**INSTRUCTIONS FOR THE TASK:**
One exact copy of the listing is needed. It should contain no pictures.

**WORKING DATA:**
**********
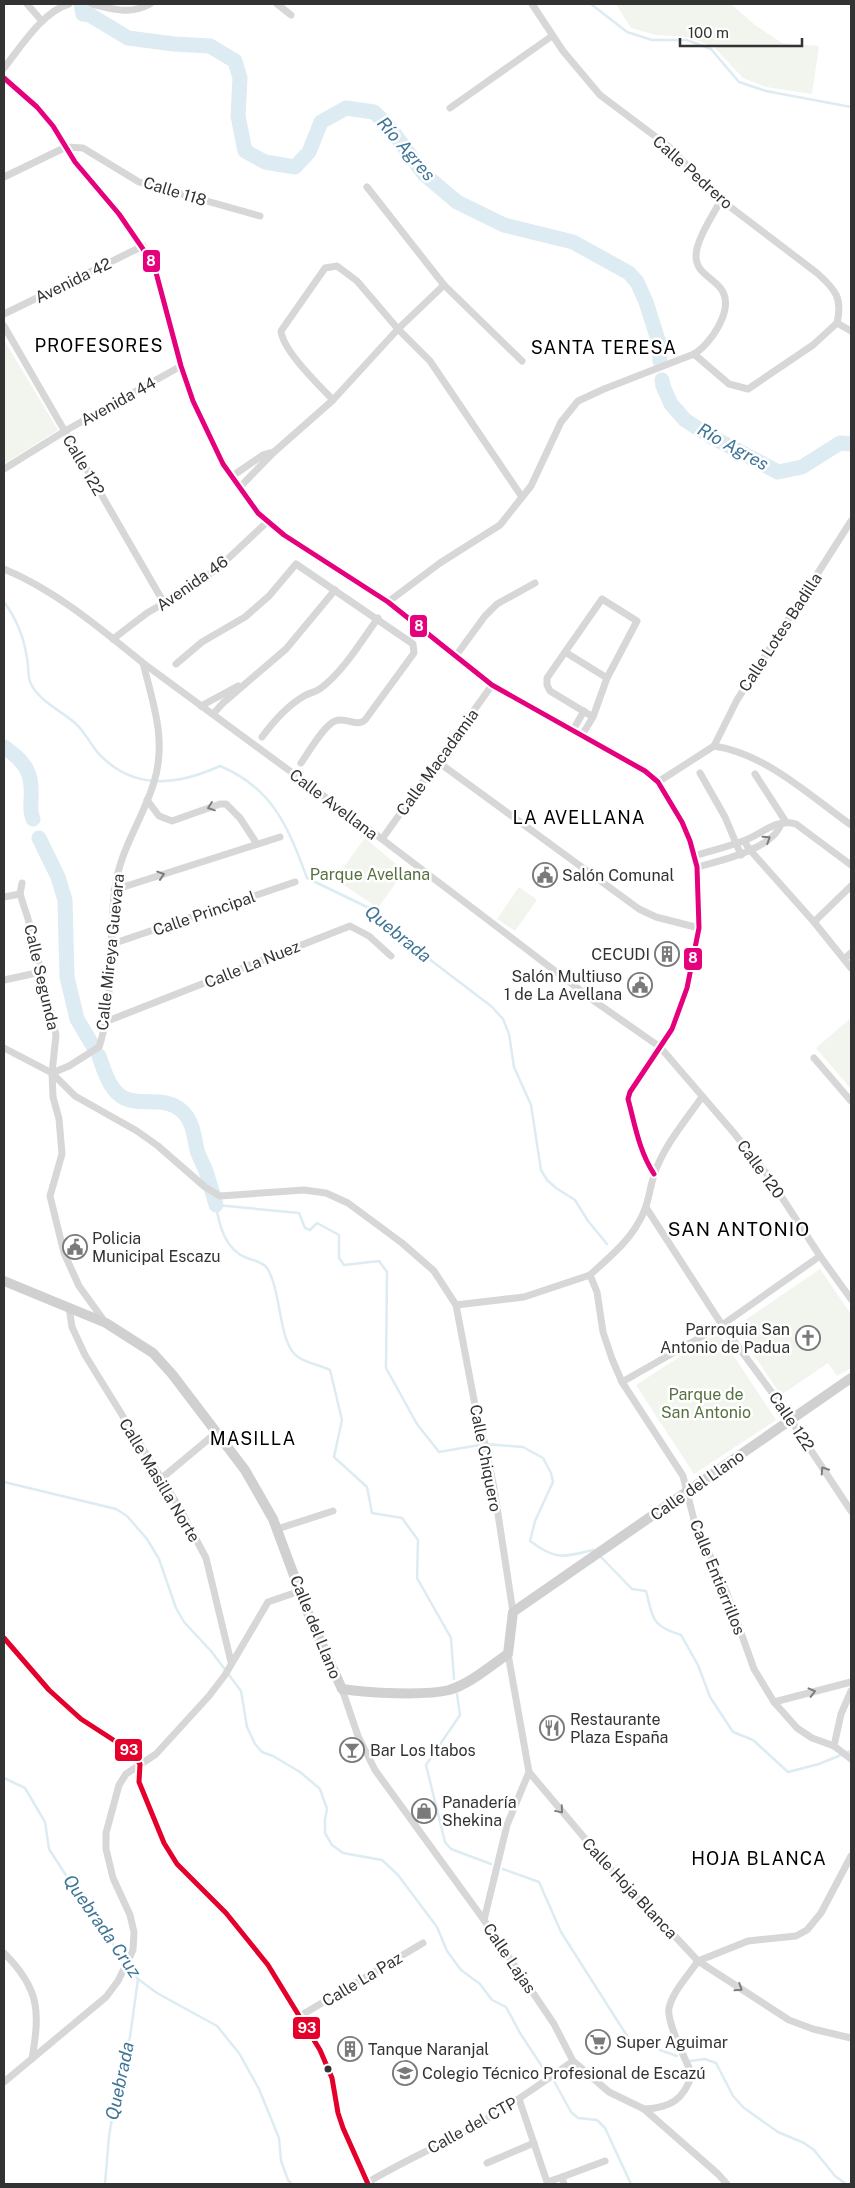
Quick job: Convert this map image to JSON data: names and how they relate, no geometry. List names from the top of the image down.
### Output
{
  "streets": {
    "main road": ["Calle del Llano"],
    "street": [
      "Calle Pedrero",
      "Calle 118",
      "Avenida 42",
      "Avenida 44",
      "Calle 122",
      "Avenida 46",
      "Calle Lotes Badilla",
      "Calle Macadamia",
      "Calle Avellana",
      "Calle Principal",
      "Calle Mireya Guevara",
      "Calle La Nuez",
      "Calle Segunda",
      "Calle 120",
      "Calle Chiquero",
      "Calle Masilla Norte",
      "Calle Entierrillos",
      "Calle Hoja Blanca",
      "Calle Lajas",
      "Calle La Paz",
      "Calle del CTP"
    ]
  },
  "crossings": [
    ["Avenida 44", "Calle 122"],
    ["Calle 122", "Avenida 46"],
    ["Calle 122", "Calle del Llano"],
    ["Avenida 46", "Calle Avellana"],
    ["Calle Macadamia", "Calle Avellana"],
    ["Calle Avellana", "Calle Mireya Guevara"],
    ["Calle Avellana", "Calle 120"],
    ["Calle Principal", "Calle Mireya Guevara"],
    ["Calle Mireya Guevara", "Calle La Nuez"],
    ["Calle Mireya Guevara", "Calle Segunda"],
    ["Calle Segunda", "Calle del Llano"],
    ["Calle Chiquero", "Calle del Llano"],
    ["Calle Masilla Norte", "Calle del Llano"],
    ["Calle del Llano", "Calle Entierrillos"],
    ["Calle del Llano", "Calle Hoja Blanca"],
    ["Calle del Llano", "Calle Lajas"],
    ["Calle Lajas", "Calle del CTP"]
  ],
  "one_way": ["Calle Hoja Blanca"],
  "districts": [
    "PROFESORES",
    "SANTA TERESA",
    "LA AVELLANA",
    "SAN ANTONIO",
    "MASILLA",
    "HOJA BLANCA"
  ],
  "water": ["Río Agres", "Quebrada", "Quebrada Cruz"],
  "parks": ["Parque Avellana", "Parque de San Antonio"],
  "places": {
    "public building": ["Salón Comunal", "Salón Multiuso 1 de La Avellana", "Policia Municipal Escazu"],
    "building": ["CECUDI", "Tanque Naranjal"],
    "church": ["Parroquia San Antonio de Padua"],
    "restaurant": ["Restaurante Plaza España"],
    "bar": ["Bar Los Itabos"],
    "shop": ["Panadería Shekina"],
    "supermarket": ["Super Aguimar"],
    "school or university": ["Colegio Técnico Profesional de Escazú"]
  },
  "lines": ["transit line 8", "transit line 93"],
  "scale_bar": "100 m"
}
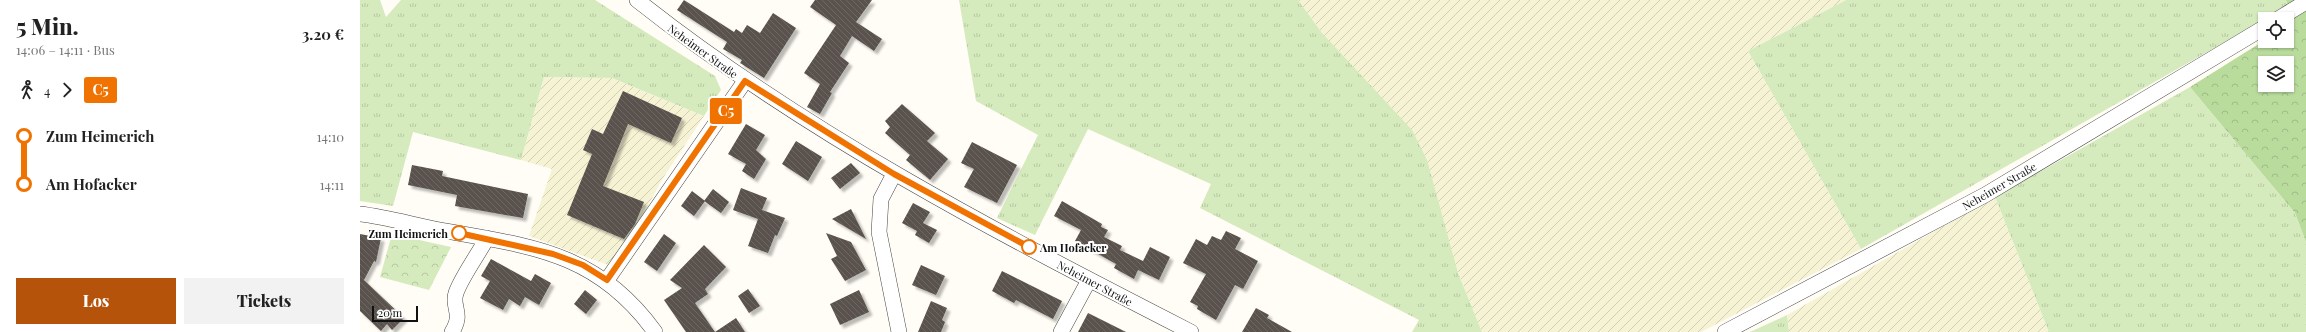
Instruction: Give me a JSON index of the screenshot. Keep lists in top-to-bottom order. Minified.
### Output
{"streets":{"street":["Neheimer Straße"]},"places":["Zum Heimerich","Am Hofacker"],"lines":["bus line C5"],"scale_bar":"20 m","page":{"heading":["5 Min.","14:06 – 14:11 · Bus","3.20 €"],"on_map":"C5","legs":["4","C5"],"list":[{"name":"Zum Heimerich","value":"14:10"},{"name":"Am Hofacker","value":"14:11"}],"buttons":["Los","Tickets"],"scale":"20 m"}}
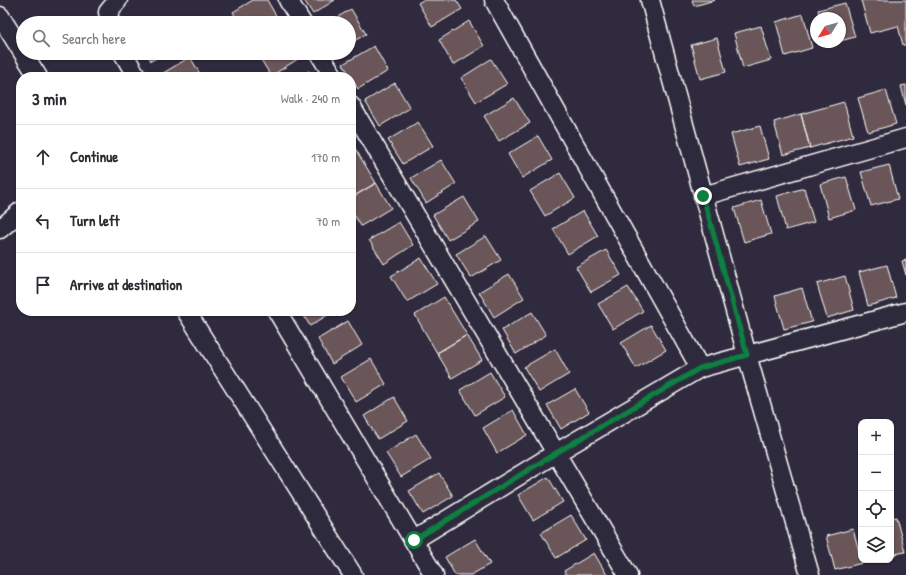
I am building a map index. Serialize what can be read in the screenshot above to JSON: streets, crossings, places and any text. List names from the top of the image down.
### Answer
{
  "north": "bottom left",
  "page": {
    "search": "Search here",
    "heading": ["3 min", "Walk · 240 m"],
    "list": [
      ["Continue", "170 m"],
      ["Turn left", "70 m"],
      "Arrive at destination"
    ],
    "map_buttons": ["+", "−"]
  }
}
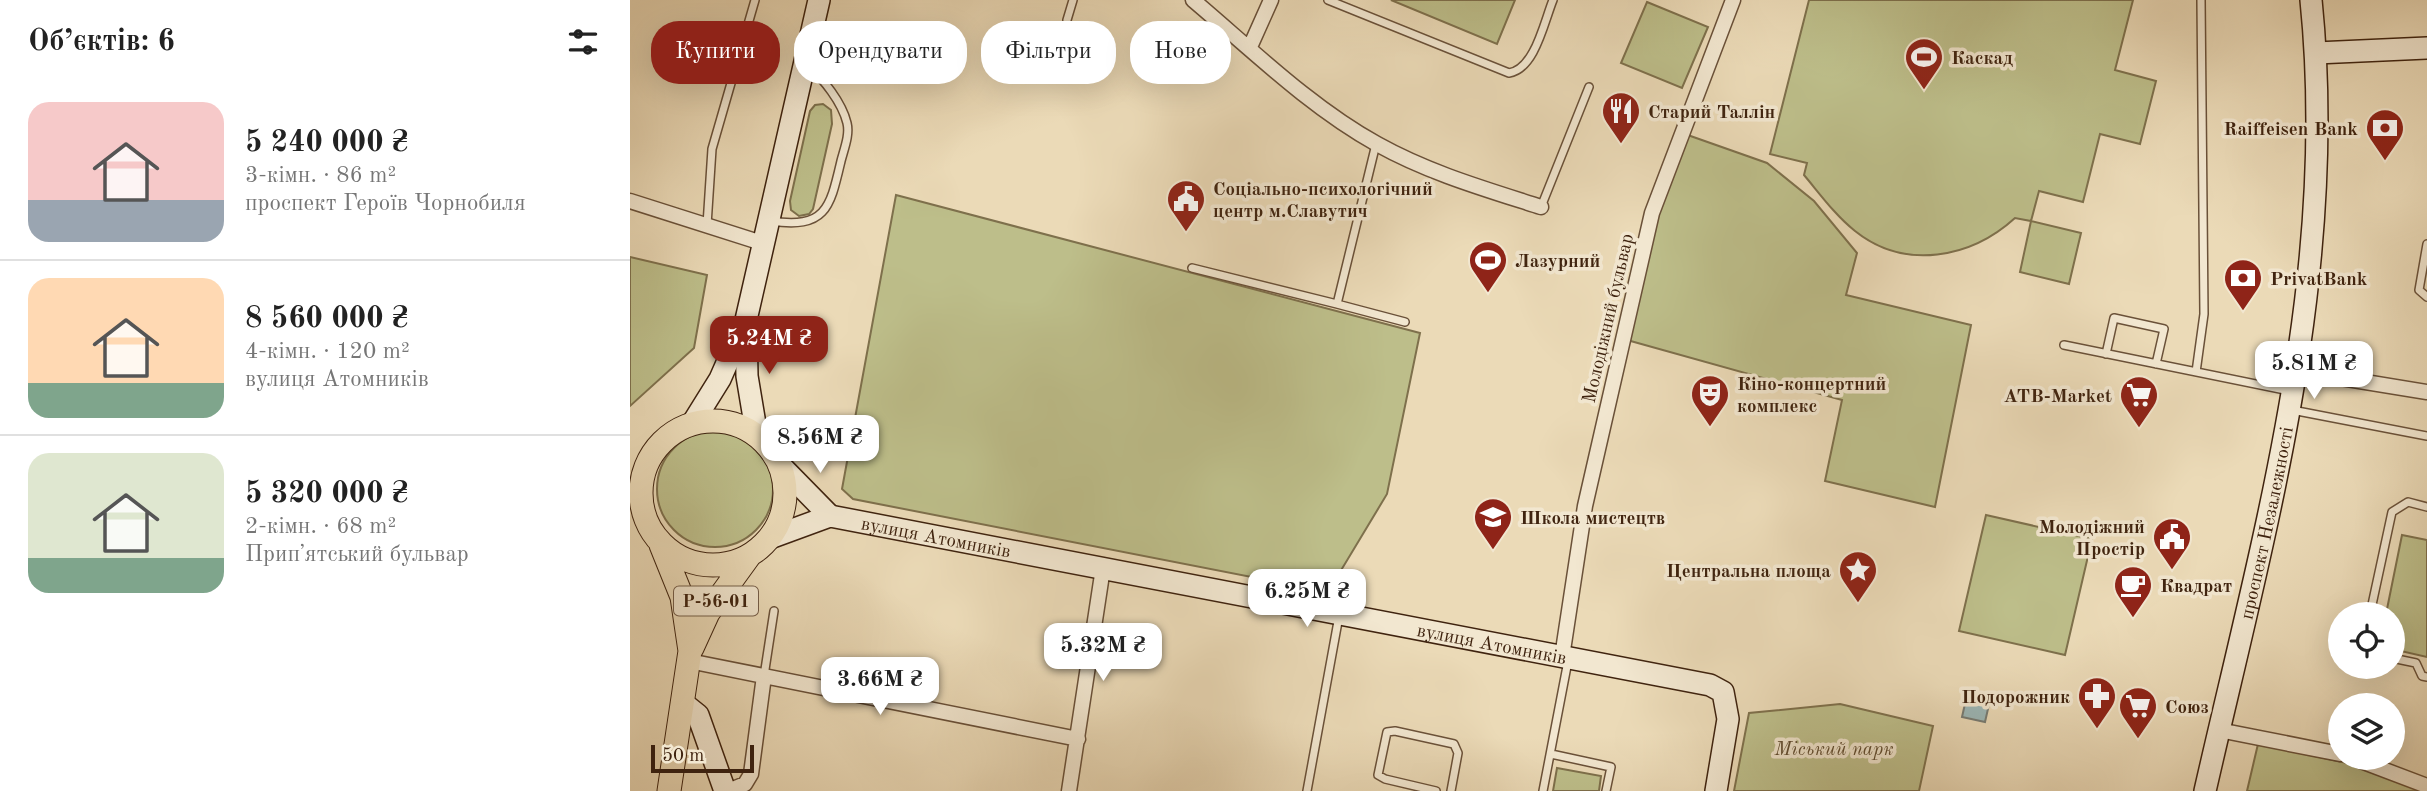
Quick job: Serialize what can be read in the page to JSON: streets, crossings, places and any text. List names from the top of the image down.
**********
**RESULT FOR THIS TASK:**
Quick job: Convert this map image to JSON data: names and how they relate, no geometry. List names from the top of the image down.
### Output
{
  "streets": {
    "main road": ["Calle del Llano"],
    "street": [
      "Calle Pedrero",
      "Calle 118",
      "Avenida 42",
      "Avenida 44",
      "Calle 122",
      "Avenida 46",
      "Calle Lotes Badilla",
      "Calle Macadamia",
      "Calle Avellana",
      "Calle Principal",
      "Calle Mireya Guevara",
      "Calle La Nuez",
      "Calle Segunda",
      "Calle 120",
      "Calle Chiquero",
      "Calle Masilla Norte",
      "Calle Entierrillos",
      "Calle Hoja Blanca",
      "Calle Lajas",
      "Calle La Paz",
      "Calle del CTP"
    ]
  },
  "crossings": [
    ["Avenida 44", "Calle 122"],
    ["Calle 122", "Avenida 46"],
    ["Calle 122", "Calle del Llano"],
    ["Avenida 46", "Calle Avellana"],
    ["Calle Macadamia", "Calle Avellana"],
    ["Calle Avellana", "Calle Mireya Guevara"],
    ["Calle Avellana", "Calle 120"],
    ["Calle Principal", "Calle Mireya Guevara"],
    ["Calle Mireya Guevara", "Calle La Nuez"],
    ["Calle Mireya Guevara", "Calle Segunda"],
    ["Calle Segunda", "Calle del Llano"],
    ["Calle Chiquero", "Calle del Llano"],
    ["Calle Masilla Norte", "Calle del Llano"],
    ["Calle del Llano", "Calle Entierrillos"],
    ["Calle del Llano", "Calle Hoja Blanca"],
    ["Calle del Llano", "Calle Lajas"],
    ["Calle Lajas", "Calle del CTP"]
  ],
  "one_way": ["Calle Hoja Blanca"],
  "districts": [
    "PROFESORES",
    "SANTA TERESA",
    "LA AVELLANA",
    "SAN ANTONIO",
    "MASILLA",
    "HOJA BLANCA"
  ],
  "water": ["Río Agres", "Quebrada", "Quebrada Cruz"],
  "parks": ["Parque Avellana", "Parque de San Antonio"],
  "places": {
    "public building": ["Salón Comunal", "Salón Multiuso 1 de La Avellana", "Policia Municipal Escazu"],
    "building": ["CECUDI", "Tanque Naranjal"],
    "church": ["Parroquia San Antonio de Padua"],
    "restaurant": ["Restaurante Plaza España"],
    "bar": ["Bar Los Itabos"],
    "shop": ["Panadería Shekina"],
    "supermarket": ["Super Aguimar"],
    "school or university": ["Colegio Técnico Profesional de Escazú"]
  },
  "lines": ["transit line 8", "transit line 93"],
  "scale_bar": "100 m"
}
Instruction: Give me a JSON index of the screenshot. Keep lists in top-to-bottom order. Minified.
### Output
{"streets":{"street":["Neheimer Straße"]},"places":["Zum Heimerich","Am Hofacker"],"lines":["bus line C5"],"scale_bar":"20 m","page":{"heading":["5 Min.","14:06 – 14:11 · Bus","3.20 €"],"on_map":"C5","legs":["4","C5"],"list":[{"name":"Zum Heimerich","value":"14:10"},{"name":"Am Hofacker","value":"14:11"}],"buttons":["Los","Tickets"],"scale":"20 m"}}
I am building a map index. Serialize what can be read in the screenshot above to JSON: streets, crossings, places and any text. List names from the top of the image down.
### Answer
{
  "north": "bottom left",
  "page": {
    "search": "Search here",
    "heading": ["3 min", "Walk · 240 m"],
    "list": [
      ["Continue", "170 m"],
      ["Turn left", "70 m"],
      "Arrive at destination"
    ],
    "map_buttons": ["+", "−"]
  }
}
Quick job: Serialize what can be read in the page to JSON: streets, crossings, places and any text. List names from the top of the image down.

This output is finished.